Membros do Conselho:
Javier Freire Coloma, José Eduardo Bittar, Júlia Pinheiro Ribeiro e Sandra Mayumi Morikawa

Há quanto tempo existe:

Desde abril de 2014

Materiais utilizados:

No dia a dia, o computador é o principal instrumento de trabalho. Para pesquisas em campo, pranchetas, formulários, trenas, celulares, canetas. Para as oficinas com comunidade eles usam banners (painéis interativos), fitas coloridas e bexigas para enfeitar, tinta, papeis coloridos, EVA, giz. Para intervenções nos espaços são usados materiais diversos, sendo os mais comuns tinta, pincéis, madeira, máquinas para corte, papeis e cola

Metodologias:

Active Design

Inspirações:

“A nossa grande inspiração é o movimento ‘active design’. O guia desenvolvido nos Estados Unidos Active Design Guidelines: promoting physical activity and health in design pauta grande parte das pesquisas e projetos que desenvolvemos.
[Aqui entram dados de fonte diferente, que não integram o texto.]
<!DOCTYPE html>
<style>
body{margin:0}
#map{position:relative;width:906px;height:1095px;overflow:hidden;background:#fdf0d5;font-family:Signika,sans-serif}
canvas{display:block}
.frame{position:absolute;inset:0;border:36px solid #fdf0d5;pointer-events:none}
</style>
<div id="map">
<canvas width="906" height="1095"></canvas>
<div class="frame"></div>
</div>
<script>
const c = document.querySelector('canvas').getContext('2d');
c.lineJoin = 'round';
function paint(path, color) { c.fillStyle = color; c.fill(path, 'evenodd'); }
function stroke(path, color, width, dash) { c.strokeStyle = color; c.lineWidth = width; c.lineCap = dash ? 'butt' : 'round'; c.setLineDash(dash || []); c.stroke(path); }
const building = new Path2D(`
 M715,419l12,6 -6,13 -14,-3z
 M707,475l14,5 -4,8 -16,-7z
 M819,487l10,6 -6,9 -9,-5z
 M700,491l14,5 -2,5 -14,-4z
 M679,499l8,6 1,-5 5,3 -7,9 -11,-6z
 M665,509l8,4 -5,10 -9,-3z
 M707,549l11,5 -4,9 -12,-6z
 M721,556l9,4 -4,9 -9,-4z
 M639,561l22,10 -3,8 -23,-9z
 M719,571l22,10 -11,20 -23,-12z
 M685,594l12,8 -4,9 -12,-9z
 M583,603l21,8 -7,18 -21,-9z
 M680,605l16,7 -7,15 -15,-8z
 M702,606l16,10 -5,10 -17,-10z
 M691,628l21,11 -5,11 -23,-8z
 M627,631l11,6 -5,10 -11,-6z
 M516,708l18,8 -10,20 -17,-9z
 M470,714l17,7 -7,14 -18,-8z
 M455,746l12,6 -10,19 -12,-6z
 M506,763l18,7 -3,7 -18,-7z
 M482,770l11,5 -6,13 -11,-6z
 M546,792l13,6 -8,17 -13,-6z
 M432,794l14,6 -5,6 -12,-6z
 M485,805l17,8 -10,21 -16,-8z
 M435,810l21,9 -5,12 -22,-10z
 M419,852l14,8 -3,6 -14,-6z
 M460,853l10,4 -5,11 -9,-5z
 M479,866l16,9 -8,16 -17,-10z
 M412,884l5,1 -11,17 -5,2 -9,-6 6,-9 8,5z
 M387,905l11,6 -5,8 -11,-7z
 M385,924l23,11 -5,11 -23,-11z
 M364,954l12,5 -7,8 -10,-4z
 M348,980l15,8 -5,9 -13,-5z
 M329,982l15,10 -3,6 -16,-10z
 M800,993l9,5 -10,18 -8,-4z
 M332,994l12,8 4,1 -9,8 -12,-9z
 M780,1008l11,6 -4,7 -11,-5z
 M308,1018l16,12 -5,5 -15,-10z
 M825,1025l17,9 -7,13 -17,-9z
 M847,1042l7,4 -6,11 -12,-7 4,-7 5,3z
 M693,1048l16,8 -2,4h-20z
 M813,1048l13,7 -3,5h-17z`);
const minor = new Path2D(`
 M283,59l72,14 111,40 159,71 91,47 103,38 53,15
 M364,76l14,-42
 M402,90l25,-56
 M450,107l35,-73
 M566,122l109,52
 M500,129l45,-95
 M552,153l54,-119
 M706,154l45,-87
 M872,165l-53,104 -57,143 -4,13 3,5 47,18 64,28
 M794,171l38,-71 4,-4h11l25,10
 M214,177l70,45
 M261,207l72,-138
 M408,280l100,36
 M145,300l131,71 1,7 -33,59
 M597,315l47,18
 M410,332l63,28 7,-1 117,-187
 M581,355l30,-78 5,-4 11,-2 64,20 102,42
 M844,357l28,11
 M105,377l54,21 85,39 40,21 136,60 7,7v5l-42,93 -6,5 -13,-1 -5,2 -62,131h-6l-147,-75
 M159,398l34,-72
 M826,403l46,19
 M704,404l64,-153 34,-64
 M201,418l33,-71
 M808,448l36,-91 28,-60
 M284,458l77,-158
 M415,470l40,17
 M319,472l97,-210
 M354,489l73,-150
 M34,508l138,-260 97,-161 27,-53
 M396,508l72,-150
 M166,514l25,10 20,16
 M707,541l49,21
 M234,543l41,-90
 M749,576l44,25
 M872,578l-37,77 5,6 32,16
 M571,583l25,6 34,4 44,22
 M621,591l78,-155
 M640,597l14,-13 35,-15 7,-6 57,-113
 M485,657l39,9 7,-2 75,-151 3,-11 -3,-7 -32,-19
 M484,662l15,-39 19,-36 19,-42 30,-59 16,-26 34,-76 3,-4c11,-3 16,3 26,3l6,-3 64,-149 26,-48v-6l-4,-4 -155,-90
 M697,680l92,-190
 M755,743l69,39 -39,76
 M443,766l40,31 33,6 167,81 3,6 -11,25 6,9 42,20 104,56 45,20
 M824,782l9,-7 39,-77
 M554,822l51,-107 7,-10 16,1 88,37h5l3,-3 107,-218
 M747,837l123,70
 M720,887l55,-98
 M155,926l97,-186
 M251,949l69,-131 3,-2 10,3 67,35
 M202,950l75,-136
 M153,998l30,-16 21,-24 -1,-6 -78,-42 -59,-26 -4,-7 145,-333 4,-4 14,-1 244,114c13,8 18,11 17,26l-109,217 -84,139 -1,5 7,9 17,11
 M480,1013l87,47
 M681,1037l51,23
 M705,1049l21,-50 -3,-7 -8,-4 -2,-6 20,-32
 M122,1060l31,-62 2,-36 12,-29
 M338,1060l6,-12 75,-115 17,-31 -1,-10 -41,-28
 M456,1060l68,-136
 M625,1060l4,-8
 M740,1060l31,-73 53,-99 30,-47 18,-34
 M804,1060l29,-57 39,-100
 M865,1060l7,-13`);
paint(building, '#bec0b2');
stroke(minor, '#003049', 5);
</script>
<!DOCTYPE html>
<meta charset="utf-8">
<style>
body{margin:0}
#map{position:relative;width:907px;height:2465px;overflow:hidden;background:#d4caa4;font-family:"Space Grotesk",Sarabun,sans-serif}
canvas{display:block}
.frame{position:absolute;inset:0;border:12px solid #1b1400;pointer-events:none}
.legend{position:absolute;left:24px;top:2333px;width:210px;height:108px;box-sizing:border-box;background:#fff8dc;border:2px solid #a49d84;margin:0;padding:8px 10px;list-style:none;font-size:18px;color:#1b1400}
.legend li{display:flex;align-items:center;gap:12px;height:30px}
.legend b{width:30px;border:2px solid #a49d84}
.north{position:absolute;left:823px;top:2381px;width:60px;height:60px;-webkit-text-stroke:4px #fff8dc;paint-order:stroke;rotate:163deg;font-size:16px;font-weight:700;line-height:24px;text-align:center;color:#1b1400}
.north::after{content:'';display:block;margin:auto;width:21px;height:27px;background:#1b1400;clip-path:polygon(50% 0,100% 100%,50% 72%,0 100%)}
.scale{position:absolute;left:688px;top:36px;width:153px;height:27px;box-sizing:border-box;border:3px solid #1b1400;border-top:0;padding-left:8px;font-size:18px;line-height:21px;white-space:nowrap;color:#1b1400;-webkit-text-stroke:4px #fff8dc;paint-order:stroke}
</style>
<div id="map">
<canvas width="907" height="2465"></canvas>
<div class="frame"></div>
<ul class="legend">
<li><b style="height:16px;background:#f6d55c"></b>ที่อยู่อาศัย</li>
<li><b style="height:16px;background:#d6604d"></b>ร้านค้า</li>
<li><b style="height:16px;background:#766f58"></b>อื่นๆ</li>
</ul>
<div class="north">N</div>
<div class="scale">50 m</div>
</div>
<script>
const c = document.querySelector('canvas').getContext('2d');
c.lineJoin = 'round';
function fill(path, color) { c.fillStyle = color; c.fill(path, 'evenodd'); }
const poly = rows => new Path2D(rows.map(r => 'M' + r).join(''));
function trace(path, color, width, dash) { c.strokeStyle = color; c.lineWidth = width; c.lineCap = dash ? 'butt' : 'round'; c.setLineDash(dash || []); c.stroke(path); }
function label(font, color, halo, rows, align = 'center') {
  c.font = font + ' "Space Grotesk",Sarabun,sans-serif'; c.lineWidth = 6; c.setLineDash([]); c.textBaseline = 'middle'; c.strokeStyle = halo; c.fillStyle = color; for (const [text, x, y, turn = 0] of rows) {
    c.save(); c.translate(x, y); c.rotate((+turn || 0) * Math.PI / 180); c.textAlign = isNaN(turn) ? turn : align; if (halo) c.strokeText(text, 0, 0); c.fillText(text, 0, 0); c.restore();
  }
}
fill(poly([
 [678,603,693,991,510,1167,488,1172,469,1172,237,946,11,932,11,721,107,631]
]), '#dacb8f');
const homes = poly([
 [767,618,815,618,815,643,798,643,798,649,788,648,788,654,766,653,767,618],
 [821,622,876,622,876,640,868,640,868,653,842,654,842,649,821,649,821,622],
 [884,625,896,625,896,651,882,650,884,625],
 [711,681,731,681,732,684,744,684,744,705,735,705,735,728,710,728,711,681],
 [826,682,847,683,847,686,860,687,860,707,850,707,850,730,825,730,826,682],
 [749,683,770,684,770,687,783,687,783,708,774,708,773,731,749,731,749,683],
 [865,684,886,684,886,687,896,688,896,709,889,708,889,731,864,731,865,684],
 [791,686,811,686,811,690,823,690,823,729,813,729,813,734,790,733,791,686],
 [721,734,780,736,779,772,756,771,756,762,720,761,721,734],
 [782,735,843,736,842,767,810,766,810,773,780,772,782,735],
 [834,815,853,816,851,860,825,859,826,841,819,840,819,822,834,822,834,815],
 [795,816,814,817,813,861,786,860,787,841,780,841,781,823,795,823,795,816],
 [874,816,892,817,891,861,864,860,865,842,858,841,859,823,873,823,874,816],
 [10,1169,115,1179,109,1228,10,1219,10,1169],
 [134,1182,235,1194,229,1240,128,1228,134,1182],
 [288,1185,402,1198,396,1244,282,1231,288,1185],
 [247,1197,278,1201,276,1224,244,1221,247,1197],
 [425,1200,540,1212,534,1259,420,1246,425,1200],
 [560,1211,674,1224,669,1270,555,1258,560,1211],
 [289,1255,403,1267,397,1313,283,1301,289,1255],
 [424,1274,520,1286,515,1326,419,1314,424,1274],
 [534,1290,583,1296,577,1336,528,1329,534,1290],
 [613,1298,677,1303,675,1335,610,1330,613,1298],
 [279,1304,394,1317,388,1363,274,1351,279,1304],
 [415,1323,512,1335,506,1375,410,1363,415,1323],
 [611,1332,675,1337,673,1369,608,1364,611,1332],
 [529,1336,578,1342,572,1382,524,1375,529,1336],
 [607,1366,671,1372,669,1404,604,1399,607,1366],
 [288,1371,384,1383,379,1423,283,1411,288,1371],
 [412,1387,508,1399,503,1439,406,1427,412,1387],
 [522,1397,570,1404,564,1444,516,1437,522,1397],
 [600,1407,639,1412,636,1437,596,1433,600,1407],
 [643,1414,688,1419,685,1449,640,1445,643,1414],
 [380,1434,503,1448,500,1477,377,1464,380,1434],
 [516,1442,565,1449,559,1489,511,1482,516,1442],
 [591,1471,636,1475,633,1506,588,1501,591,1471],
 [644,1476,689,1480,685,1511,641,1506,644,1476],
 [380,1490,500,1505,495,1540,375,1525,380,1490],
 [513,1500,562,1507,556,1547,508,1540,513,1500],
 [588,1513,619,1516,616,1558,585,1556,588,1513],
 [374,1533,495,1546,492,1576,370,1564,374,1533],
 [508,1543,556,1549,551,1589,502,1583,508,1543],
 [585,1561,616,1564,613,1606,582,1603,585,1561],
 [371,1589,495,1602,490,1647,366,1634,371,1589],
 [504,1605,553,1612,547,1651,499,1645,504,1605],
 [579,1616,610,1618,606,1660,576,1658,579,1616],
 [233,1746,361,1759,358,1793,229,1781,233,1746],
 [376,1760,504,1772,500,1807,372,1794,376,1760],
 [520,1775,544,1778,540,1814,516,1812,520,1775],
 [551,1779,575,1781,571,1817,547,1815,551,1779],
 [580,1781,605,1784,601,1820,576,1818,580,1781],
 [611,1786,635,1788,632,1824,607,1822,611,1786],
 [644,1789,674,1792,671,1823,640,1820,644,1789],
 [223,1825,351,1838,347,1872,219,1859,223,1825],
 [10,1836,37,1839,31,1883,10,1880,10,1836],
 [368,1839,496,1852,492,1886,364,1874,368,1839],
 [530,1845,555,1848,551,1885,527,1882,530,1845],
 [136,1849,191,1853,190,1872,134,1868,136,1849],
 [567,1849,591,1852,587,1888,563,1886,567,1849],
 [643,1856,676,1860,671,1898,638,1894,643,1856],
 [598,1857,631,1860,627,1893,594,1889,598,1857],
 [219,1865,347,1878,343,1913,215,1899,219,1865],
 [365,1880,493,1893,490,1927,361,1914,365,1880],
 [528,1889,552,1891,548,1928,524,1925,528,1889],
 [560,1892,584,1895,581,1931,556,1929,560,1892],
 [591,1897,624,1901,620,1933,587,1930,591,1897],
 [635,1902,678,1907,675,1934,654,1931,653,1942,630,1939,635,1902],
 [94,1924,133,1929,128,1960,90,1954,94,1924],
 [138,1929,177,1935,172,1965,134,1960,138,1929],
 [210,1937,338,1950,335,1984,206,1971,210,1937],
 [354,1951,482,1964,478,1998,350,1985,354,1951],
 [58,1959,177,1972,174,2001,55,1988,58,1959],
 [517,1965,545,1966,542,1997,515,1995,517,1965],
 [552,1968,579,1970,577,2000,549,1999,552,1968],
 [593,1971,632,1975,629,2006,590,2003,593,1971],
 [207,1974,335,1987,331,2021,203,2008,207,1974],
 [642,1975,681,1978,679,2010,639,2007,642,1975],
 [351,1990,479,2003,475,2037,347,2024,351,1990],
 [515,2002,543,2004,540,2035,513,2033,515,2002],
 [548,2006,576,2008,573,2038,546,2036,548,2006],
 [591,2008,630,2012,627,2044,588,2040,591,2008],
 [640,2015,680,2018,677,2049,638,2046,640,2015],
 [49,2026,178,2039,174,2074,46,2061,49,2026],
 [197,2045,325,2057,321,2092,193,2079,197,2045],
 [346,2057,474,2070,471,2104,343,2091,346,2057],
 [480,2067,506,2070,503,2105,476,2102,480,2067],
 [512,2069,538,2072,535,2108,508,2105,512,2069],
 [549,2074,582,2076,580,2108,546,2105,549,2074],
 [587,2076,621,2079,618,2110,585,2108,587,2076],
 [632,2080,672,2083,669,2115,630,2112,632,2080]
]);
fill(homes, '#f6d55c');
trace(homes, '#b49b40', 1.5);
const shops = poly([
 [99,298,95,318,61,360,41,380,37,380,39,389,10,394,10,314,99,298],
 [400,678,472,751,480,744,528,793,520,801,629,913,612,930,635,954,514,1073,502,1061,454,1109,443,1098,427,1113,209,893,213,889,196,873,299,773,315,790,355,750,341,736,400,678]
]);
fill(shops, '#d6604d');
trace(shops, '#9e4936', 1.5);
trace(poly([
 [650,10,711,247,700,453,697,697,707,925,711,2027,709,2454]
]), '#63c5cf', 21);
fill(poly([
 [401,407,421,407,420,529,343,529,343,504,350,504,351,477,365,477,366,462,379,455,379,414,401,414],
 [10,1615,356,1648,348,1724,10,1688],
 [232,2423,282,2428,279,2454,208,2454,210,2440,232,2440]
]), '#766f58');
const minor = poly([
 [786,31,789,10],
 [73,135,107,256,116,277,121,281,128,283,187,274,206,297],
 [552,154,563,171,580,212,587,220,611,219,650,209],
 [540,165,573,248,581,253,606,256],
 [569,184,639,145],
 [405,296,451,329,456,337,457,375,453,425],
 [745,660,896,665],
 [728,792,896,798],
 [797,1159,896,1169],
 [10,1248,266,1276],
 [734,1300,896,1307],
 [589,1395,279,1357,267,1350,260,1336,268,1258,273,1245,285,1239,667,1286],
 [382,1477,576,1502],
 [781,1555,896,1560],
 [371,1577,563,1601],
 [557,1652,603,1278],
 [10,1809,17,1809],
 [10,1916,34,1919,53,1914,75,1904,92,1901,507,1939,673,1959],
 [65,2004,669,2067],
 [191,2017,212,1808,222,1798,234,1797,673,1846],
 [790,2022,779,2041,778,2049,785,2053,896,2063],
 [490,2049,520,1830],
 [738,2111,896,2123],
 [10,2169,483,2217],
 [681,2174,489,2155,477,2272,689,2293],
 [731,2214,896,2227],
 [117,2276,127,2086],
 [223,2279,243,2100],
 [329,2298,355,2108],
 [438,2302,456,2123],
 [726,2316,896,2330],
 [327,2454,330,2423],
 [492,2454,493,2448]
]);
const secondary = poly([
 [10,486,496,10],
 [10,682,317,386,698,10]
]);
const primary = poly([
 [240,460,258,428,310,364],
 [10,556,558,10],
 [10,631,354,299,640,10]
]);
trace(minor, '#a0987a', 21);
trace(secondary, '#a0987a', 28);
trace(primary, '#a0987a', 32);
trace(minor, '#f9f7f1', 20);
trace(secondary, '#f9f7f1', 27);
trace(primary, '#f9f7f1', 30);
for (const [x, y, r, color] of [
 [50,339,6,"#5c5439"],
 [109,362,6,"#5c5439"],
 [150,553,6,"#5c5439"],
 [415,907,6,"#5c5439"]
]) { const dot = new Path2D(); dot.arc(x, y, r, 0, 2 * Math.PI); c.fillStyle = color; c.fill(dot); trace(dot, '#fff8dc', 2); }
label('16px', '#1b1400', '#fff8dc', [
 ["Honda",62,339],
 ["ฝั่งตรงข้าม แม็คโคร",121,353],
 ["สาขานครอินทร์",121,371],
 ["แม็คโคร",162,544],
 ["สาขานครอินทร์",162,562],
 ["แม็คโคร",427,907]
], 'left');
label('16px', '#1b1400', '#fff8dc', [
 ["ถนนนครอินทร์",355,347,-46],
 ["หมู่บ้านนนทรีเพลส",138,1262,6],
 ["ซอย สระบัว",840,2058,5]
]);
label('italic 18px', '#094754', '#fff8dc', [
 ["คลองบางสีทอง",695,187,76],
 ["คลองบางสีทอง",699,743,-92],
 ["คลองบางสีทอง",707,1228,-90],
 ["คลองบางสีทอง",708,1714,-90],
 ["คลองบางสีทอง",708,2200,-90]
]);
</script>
Além disso, somos muito inspirados por Jane Jacobs, Jan Gehl e por projetos pelo mundo que focam na escala da pessoa, na sua percepção do espaço, na sua saúde e bem-estar.”

Locais de intervenção:

São Paulo, Campinas, Santos, Juiz de Fora

Serviços contratados:

Contabilidade, pesquisa de campo, tabulação e interpretação de dados, designer gráfico para identidade visual, desenvolvedor de site

Passo a passo:

Essas são as etapas do projeto Olhe o Degrau, para quem quer ativar uma escadaria

  1. Ache sua escadaria e faça uma avaliação inicial
  2. Defina os grupos interessados (moradores, subprefeitura, grupos comunitários)
  3. Colete ideias (promova atividades que atraiam as pessoas)
  4. Desenvolva um projeto conceitual e um orçamento preliminar
  5. Compartilhe e teste seu projeto
  6. Finalize seu projeto e defina o orçamento
  7. Aprove com a subprefeitura
  8. Arrecade fundos
  9. Construa
  10. Comemore seu sucesso e compartilhe a experiência!

Proposta:

Fomentar a discussão sobre o impacto que o planejamento urbano e que a arquitetura das edificações exercem sobre estilos de vida e sobre saúde pública

Parcerias:

  • Fit Cities São Paulo e Safári Urbano – Avenida Berrini: USP Cidades, Embarq Brasil/WRI Brasil, FMU-USP, FAU-USP, Mobilize, e outros apoiadores
  • Olhe o Degrau (Pinheiros): Urban Urge Awards, Cidadera, Catarina Bessel, Mari Pavanelli, GED, Zoom Arquitetura, Vale do Cedro, Booking.com
  • Olhe o Degrau (Jardim Ângela): IVM, Irene Quintáns, Mackenzie, Ciclo S/A e atores locais
  • Entre produções: levantamentos para o projeto Centro Aberto
  • Safári Urban Juiz de Fora: Embarq Brasil/WRI Brasil Cidades Sustentáveis
  • Oficina Cidades Ativas e Safári Urbano Campinas: UNICAMP
  • Pesquisas e palestras diversas: GEPAF-USP, FMU-USP
  • Paulista Aberta: entre muitos parceiros, destacamos Minha Sampa e Sampapé
  • Seminário Internacional Cidades a Pé: ANTP, Sampapé, Corridaamiga, Irene Quintáns e outros
  • Blog Cidade Ativa: Mobilize
  • Levantamento Áreas 40 para concurso: WRI Brasil Cidades Sustentáveis
  • Como Anda: Corridaamiga e ICS
  • Adesivos Motivadores: TRX Rótulos Adesivos
  • Impressões diversas: Ympressograf

Como se sustenta financeiramente:

“Principalmente por horas de trabalho doadas por integrantes da ONG. Além disso já recebemos prêmios, doações (dinheiro e materiais) e fazemos parcerias e consultorias para desenvolvimento de pesquisas e projetos”

Dificuldades:

Manter uma equipe atuando o tempo todo e encontrar seu espaço entre muitos coletivos que atuam em São Paulo

Planos para o futuro:

  • Crescer por meio de parcerias;
  • Multiplicar as ações de voluntários;
  • Fazer projetos maiores junto com ONGs internacionais;
  • Ser um think tank – um grupo que faz pesquisas mas que também aplica esses estudos a projetos.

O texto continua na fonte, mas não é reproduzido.